### Task directions
When counting, include every line of the data that holds "hidden", then state the total alone.

### Material supplied
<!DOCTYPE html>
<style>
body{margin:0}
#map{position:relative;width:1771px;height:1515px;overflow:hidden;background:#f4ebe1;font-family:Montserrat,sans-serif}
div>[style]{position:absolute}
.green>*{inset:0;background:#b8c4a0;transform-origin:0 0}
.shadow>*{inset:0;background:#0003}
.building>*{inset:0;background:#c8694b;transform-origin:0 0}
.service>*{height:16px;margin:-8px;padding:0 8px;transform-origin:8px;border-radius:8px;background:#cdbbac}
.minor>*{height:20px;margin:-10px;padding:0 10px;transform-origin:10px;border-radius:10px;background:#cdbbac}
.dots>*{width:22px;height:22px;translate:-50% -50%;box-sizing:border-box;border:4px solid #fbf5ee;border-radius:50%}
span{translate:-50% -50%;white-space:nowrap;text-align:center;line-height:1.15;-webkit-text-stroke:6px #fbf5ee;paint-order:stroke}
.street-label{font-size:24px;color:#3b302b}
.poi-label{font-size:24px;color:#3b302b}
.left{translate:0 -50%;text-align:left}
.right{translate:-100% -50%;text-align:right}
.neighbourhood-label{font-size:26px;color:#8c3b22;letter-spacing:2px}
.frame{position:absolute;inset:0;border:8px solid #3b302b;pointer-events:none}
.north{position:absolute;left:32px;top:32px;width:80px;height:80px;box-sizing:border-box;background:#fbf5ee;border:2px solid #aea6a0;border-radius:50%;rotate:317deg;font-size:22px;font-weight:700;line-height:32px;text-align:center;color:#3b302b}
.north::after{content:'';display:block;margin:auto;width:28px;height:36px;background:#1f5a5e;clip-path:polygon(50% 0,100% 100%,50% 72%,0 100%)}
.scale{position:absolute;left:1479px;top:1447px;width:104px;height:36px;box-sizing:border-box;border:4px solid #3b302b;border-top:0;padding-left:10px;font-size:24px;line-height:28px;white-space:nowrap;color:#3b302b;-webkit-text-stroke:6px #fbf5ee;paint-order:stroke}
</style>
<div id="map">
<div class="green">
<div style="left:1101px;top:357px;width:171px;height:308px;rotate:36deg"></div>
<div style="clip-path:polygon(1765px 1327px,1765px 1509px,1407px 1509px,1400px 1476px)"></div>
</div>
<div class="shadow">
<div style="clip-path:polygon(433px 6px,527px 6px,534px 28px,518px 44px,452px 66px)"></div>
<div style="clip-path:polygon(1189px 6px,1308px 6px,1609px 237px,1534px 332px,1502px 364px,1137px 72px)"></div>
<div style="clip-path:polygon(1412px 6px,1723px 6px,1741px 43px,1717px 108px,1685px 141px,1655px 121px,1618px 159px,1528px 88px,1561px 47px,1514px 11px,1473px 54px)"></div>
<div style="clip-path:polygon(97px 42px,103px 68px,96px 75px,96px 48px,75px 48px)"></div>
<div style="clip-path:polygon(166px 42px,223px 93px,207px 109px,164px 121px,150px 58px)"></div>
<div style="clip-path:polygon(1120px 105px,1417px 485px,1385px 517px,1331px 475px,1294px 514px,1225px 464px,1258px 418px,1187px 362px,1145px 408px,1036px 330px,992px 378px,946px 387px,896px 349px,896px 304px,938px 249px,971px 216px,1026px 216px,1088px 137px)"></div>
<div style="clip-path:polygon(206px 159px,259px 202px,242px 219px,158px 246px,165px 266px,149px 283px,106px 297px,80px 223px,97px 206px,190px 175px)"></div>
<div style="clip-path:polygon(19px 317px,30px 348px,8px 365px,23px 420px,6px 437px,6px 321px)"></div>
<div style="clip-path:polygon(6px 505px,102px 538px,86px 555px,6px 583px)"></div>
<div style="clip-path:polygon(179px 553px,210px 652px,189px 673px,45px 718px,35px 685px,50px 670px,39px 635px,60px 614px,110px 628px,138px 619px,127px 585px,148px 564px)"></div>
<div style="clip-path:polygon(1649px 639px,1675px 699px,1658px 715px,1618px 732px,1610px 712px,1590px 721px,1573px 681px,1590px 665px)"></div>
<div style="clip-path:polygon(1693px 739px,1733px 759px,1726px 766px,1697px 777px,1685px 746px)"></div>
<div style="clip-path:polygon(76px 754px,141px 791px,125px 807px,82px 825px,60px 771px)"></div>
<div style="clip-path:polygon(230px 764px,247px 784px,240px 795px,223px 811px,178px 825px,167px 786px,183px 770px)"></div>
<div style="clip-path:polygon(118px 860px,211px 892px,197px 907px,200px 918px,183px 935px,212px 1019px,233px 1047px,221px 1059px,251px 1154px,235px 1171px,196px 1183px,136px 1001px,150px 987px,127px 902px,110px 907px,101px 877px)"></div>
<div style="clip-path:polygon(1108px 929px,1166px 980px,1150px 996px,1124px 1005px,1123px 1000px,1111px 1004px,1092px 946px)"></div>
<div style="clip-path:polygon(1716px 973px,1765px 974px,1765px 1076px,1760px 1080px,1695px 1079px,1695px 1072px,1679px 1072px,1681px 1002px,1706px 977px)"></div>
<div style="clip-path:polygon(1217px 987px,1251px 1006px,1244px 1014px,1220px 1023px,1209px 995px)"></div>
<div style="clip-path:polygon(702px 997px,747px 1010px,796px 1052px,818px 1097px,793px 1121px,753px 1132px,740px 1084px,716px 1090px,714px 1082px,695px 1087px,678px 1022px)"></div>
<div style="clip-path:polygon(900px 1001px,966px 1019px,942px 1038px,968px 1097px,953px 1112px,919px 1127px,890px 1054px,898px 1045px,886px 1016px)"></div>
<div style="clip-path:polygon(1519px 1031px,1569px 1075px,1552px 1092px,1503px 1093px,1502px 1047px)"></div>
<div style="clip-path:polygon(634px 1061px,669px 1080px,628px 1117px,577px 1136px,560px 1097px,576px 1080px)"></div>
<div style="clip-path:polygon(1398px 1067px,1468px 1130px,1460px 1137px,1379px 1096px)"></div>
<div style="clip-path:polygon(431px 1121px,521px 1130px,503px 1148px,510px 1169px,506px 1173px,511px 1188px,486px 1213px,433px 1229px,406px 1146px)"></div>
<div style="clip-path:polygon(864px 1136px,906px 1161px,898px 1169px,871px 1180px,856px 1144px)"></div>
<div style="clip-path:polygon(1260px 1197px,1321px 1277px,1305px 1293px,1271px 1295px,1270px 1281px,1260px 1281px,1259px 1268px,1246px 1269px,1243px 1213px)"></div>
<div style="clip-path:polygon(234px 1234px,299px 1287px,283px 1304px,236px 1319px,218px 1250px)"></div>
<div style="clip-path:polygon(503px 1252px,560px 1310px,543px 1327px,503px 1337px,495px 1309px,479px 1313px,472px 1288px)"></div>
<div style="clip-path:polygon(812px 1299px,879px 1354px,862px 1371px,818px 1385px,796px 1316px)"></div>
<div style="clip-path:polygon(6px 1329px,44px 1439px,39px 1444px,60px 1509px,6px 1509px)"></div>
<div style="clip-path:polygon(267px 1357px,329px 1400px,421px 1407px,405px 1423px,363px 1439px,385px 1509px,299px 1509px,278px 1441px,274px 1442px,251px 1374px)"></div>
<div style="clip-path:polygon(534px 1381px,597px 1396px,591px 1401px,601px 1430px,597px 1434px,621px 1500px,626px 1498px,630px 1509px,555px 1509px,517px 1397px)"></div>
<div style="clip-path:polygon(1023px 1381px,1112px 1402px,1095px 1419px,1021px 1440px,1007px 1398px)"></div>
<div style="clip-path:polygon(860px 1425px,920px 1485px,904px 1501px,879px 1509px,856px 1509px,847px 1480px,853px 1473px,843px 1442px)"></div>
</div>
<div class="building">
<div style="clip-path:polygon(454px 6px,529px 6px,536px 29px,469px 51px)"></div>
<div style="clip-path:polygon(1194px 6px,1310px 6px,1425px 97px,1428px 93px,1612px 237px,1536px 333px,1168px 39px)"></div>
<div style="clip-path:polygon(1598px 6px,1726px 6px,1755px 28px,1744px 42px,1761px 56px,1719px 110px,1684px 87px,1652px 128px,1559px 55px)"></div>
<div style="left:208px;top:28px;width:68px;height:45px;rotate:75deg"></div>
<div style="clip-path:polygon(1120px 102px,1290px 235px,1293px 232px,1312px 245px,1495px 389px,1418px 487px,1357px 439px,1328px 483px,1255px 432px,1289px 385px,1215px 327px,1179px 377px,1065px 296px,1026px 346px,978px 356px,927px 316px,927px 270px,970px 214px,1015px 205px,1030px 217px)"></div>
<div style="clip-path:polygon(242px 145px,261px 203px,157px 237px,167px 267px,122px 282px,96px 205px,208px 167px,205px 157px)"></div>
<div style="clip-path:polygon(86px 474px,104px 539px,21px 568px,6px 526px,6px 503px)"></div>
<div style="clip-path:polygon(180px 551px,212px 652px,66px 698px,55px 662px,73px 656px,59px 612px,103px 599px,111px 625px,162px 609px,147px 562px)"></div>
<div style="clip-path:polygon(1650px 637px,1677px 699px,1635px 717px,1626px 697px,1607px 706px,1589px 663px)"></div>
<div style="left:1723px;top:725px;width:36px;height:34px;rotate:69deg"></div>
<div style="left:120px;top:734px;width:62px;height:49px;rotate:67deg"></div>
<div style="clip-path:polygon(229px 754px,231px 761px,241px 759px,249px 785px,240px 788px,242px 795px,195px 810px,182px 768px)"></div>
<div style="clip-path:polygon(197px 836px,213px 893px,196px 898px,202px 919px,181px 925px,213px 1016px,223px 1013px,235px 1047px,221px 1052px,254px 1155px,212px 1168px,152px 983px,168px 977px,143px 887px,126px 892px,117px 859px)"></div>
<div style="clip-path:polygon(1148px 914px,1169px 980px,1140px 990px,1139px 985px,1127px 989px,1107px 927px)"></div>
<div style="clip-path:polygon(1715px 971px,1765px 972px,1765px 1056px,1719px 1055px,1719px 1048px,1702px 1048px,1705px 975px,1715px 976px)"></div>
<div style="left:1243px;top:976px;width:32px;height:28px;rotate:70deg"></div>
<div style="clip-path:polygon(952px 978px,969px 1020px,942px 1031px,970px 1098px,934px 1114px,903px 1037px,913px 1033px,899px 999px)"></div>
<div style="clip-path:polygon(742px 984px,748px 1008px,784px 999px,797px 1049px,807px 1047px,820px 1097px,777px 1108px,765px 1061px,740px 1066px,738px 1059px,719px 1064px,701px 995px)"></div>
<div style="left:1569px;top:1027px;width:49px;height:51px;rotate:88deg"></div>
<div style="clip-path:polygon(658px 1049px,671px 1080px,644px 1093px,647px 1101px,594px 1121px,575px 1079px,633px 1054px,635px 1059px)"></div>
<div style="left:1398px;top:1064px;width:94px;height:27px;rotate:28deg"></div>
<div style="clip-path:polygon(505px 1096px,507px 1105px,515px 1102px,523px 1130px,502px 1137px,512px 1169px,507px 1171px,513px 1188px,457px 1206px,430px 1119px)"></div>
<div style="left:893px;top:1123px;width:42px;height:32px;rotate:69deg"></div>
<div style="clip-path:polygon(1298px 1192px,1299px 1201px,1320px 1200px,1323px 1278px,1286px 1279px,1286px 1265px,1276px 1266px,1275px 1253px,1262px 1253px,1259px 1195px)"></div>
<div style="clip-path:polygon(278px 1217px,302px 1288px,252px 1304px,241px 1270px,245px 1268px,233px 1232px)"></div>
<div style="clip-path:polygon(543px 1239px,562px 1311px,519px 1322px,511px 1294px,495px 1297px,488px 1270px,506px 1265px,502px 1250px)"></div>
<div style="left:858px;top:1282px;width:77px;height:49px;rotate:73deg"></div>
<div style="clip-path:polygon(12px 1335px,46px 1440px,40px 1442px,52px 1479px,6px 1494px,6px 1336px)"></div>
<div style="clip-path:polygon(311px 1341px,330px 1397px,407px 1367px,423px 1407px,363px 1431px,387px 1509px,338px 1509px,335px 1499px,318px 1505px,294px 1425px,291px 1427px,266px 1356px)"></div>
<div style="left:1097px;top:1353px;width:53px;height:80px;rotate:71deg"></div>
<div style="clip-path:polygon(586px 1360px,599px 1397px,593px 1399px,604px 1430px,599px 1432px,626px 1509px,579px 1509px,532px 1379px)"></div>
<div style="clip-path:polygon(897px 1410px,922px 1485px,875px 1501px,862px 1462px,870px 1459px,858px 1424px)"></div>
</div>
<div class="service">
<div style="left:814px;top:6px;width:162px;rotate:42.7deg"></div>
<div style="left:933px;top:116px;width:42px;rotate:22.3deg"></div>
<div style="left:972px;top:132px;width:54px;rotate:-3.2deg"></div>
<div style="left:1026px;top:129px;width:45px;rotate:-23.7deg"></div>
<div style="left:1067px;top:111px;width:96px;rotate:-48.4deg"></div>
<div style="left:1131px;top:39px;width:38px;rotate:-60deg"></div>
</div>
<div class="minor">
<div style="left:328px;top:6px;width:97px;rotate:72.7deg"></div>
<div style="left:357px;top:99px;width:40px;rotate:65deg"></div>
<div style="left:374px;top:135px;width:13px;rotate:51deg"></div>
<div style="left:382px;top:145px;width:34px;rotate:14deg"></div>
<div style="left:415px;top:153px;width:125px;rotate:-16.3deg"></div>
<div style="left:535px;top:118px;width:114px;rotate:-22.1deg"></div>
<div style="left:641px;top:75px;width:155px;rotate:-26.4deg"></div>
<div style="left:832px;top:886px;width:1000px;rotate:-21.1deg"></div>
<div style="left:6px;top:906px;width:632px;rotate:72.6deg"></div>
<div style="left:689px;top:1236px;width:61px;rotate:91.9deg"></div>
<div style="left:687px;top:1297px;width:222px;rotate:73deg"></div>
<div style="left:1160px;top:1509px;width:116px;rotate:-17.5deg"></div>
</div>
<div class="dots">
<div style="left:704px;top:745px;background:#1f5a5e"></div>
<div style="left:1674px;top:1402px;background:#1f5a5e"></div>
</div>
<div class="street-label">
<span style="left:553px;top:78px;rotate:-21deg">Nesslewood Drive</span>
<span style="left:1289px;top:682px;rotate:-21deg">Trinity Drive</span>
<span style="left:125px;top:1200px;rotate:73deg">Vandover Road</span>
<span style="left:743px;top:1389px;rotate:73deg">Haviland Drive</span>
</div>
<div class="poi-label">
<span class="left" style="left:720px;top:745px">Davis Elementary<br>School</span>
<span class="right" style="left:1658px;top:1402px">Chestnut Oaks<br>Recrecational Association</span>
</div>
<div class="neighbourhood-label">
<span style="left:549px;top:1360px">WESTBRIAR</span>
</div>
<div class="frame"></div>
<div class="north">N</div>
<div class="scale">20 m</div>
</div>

...

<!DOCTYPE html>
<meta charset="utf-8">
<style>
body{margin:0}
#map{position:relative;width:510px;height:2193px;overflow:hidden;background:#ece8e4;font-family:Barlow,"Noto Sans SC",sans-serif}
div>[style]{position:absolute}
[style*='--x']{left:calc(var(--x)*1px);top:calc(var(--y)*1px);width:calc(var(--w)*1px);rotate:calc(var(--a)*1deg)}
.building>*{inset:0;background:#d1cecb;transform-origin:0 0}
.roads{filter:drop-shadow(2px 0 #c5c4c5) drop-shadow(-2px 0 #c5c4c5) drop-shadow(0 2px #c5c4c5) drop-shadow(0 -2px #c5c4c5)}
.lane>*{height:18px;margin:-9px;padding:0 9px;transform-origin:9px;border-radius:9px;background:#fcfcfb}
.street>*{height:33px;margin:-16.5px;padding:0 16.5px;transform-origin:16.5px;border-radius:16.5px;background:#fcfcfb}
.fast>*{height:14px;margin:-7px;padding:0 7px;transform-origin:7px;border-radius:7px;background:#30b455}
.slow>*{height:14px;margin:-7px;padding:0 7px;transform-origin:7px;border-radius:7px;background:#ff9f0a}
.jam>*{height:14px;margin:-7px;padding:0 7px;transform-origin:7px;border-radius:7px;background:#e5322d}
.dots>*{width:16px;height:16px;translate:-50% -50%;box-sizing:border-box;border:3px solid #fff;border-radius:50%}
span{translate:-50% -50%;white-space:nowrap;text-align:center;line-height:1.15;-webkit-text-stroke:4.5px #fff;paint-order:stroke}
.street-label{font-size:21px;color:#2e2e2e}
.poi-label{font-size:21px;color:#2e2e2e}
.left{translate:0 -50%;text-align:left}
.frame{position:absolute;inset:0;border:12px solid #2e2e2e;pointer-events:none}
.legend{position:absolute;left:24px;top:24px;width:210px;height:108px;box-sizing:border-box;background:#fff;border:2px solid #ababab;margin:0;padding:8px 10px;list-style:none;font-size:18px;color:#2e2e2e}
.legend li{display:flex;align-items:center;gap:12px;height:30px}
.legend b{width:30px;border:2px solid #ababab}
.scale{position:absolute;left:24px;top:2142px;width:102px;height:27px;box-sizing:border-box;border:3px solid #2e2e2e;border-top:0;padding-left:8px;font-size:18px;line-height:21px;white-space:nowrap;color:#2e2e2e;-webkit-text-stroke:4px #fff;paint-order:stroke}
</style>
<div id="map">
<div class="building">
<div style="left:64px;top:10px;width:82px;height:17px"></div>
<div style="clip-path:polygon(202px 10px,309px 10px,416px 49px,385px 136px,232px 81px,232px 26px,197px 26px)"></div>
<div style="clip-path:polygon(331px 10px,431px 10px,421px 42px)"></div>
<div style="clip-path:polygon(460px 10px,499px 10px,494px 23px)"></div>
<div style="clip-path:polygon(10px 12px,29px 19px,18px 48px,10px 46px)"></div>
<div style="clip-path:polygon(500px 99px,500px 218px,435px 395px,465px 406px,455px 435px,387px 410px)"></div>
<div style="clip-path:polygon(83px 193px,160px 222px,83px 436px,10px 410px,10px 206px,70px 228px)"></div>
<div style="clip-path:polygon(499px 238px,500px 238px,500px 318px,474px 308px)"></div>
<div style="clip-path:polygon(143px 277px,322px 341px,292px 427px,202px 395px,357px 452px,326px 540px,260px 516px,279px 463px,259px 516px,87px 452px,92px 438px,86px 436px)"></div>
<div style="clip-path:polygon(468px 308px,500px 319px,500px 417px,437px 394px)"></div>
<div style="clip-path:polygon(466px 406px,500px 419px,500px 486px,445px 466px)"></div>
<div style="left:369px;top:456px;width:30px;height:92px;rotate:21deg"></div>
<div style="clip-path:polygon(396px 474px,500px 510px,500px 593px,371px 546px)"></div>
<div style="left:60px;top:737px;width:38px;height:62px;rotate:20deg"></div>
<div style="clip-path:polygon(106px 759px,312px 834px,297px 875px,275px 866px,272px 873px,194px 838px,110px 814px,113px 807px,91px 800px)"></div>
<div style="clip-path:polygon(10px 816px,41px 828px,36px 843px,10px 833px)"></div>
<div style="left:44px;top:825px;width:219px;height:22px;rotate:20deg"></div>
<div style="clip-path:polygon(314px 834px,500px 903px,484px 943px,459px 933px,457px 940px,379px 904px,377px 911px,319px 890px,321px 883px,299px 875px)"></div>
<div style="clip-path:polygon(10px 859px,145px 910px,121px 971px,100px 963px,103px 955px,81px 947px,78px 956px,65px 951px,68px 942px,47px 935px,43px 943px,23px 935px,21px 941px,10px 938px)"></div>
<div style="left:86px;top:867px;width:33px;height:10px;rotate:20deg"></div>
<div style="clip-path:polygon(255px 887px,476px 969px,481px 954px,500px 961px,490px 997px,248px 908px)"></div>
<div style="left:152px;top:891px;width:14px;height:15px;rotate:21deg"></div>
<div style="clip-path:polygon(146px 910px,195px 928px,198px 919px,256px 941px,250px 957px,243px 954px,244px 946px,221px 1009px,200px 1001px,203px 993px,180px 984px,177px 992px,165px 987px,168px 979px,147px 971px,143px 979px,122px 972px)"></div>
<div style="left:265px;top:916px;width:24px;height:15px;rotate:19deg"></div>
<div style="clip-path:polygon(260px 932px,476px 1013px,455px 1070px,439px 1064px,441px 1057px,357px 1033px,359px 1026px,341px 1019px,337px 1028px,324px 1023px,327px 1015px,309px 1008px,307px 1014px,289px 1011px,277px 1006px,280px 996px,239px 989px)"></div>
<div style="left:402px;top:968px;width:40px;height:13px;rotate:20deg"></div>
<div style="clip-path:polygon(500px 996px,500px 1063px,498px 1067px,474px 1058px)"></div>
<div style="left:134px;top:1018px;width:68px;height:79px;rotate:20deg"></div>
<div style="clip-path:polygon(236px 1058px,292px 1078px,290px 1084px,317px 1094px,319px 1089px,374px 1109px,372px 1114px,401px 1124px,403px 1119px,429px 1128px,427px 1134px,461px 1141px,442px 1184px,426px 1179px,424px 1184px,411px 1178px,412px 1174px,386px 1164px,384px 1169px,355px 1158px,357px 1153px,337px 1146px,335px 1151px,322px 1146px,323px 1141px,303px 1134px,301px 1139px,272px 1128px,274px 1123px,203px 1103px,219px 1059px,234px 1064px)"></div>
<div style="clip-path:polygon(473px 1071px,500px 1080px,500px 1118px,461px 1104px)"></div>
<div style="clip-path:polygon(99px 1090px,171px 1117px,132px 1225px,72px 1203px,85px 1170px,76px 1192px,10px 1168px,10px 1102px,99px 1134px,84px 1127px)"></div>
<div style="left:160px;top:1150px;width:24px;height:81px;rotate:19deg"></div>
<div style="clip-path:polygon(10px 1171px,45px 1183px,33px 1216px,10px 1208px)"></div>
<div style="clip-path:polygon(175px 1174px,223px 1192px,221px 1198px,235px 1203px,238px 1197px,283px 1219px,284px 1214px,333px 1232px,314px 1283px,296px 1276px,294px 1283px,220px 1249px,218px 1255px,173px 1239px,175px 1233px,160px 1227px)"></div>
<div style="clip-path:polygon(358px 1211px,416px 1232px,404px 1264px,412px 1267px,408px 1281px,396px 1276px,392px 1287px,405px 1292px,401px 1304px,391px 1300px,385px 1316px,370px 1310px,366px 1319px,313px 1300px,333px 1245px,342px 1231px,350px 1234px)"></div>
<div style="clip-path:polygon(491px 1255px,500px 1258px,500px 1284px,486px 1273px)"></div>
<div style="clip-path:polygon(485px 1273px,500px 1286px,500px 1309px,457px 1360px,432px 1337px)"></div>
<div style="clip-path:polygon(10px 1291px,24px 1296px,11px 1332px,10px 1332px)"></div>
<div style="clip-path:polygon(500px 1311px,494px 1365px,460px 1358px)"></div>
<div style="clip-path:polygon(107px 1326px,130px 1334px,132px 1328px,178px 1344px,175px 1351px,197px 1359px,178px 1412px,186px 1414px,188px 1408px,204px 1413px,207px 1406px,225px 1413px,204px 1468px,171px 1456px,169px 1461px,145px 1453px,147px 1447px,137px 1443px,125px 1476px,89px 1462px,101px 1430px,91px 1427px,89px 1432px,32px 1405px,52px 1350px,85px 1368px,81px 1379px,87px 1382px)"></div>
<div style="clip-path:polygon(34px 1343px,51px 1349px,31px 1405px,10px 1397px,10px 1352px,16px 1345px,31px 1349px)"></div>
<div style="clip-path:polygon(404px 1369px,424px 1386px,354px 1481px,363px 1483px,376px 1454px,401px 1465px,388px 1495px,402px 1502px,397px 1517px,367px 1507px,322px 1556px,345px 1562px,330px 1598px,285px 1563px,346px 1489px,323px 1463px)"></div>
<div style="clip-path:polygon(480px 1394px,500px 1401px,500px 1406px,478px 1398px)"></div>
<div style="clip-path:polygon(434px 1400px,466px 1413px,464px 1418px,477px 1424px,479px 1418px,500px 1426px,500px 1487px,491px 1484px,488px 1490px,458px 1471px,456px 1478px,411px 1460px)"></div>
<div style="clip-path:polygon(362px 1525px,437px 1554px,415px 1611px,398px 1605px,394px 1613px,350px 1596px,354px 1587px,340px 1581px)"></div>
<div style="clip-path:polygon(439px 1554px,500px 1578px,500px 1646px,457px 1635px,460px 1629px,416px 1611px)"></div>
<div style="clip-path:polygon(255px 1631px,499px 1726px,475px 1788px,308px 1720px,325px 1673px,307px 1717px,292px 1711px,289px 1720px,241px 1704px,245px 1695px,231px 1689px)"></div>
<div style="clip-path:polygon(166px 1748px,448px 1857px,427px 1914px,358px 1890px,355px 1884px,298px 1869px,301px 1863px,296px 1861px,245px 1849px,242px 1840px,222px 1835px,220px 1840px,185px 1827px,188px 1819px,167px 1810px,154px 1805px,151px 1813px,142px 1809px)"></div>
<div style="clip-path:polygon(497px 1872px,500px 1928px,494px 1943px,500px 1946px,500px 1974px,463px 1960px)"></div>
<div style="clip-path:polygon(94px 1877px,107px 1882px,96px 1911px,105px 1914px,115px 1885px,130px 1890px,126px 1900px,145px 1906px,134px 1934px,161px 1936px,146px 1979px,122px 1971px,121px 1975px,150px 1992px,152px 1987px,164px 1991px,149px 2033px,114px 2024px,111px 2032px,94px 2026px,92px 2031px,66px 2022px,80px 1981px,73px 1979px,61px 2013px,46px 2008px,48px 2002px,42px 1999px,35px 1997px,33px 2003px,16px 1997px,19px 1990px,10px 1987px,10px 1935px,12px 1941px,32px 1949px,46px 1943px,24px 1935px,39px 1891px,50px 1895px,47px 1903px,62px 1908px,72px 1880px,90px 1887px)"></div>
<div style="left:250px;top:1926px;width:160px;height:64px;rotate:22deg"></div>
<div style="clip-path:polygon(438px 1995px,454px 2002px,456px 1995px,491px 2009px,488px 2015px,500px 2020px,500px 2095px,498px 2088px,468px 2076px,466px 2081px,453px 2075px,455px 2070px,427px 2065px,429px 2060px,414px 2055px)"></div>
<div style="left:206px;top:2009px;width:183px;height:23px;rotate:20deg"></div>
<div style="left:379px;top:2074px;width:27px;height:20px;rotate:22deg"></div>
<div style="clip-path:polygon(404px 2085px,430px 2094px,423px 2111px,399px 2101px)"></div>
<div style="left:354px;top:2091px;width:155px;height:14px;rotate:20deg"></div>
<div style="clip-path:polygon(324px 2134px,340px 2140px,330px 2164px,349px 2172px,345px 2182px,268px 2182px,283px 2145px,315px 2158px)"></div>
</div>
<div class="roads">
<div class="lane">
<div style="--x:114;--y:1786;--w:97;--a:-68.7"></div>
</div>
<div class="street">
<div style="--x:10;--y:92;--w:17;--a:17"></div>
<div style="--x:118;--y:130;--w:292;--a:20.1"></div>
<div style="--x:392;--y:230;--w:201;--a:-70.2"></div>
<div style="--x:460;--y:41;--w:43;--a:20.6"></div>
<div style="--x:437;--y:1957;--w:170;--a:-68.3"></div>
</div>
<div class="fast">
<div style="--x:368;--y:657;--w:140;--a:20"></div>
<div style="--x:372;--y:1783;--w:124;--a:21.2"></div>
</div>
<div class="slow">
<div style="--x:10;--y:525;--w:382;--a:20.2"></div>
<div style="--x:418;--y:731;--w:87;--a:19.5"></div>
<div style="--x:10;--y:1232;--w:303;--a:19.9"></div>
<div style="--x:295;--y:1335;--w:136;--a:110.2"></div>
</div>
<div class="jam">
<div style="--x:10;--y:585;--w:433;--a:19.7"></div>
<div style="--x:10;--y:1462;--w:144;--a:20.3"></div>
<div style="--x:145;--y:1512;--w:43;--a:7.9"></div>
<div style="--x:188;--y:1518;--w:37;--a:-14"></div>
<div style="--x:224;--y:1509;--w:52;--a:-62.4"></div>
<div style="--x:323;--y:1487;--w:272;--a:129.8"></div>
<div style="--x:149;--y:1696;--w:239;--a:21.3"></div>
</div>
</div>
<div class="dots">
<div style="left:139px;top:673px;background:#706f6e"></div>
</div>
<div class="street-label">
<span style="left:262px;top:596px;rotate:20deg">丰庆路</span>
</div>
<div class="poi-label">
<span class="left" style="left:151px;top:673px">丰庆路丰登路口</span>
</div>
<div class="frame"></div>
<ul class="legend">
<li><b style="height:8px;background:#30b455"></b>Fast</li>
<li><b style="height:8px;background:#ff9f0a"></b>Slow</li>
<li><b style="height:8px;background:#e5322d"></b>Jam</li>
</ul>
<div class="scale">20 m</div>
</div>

### Answer for this exercise
2